#### Try it:
With images excluded, write out each entry below exactly as given.

Source data:

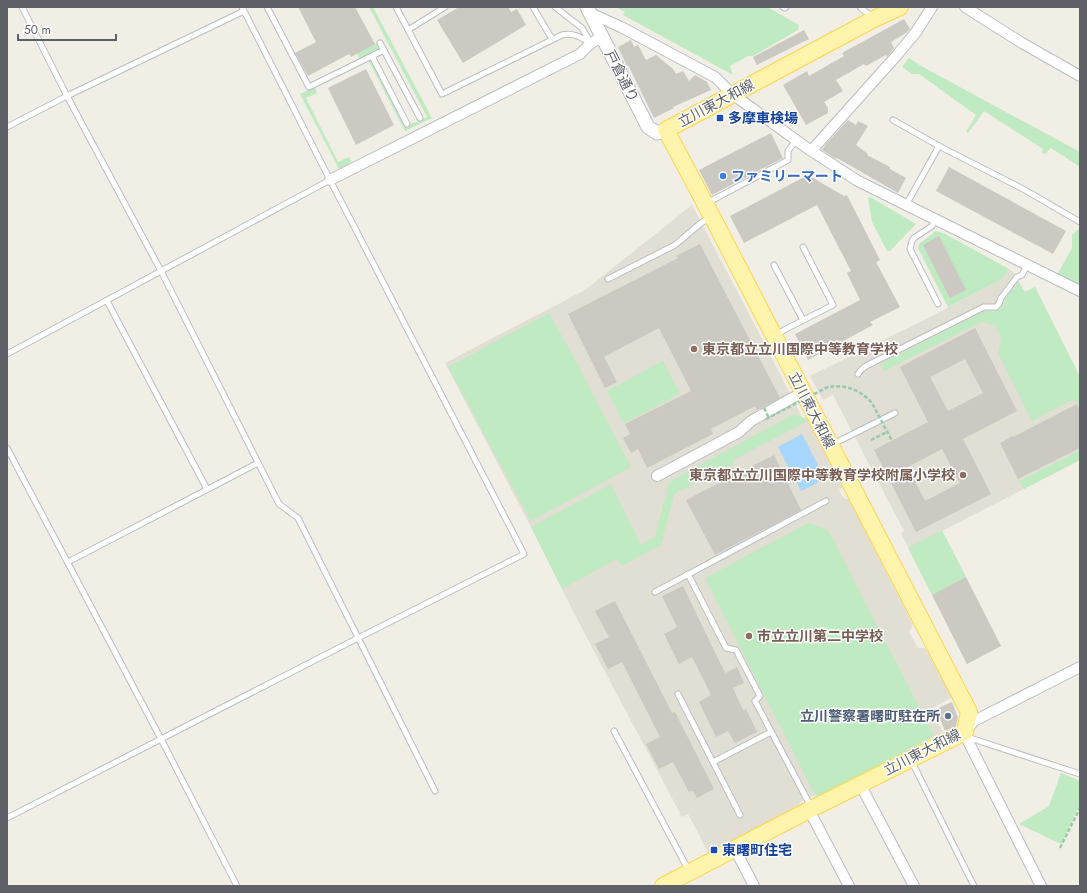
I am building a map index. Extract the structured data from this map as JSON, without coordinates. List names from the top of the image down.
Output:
{
  "streets": {
    "main road": ["立川東大和線"],
    "street": ["戸倉通り"]
  },
  "crossings": [
    ["戸倉通り", "立川東大和線"]
  ],
  "places": {
    "transit": ["多摩車検場", "東曙町住宅"],
    "other": [
      "ファミリーマート",
      "東京都立立川国際中等教育学校",
      "東京都立立川国際中等教育学校附属小学校",
      "市立立川第二中学校",
      "立川警察署曙町駐在所"
    ]
  },
  "scale_bar": "50 m"
}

#### Answer space:
I am building a map index. Extract the structured data from this map as JSON, without coordinates. List names from the top of the image down.
Output:
{
  "streets": {
    "main road": ["立川東大和線"],
    "street": ["戸倉通り"]
  },
  "crossings": [
    ["戸倉通り", "立川東大和線"]
  ],
  "places": {
    "transit": ["多摩車検場", "東曙町住宅"],
    "other": [
      "ファミリーマート",
      "東京都立立川国際中等教育学校",
      "東京都立立川国際中等教育学校附属小学校",
      "市立立川第二中学校",
      "立川警察署曙町駐在所"
    ]
  },
  "scale_bar": "50 m"
}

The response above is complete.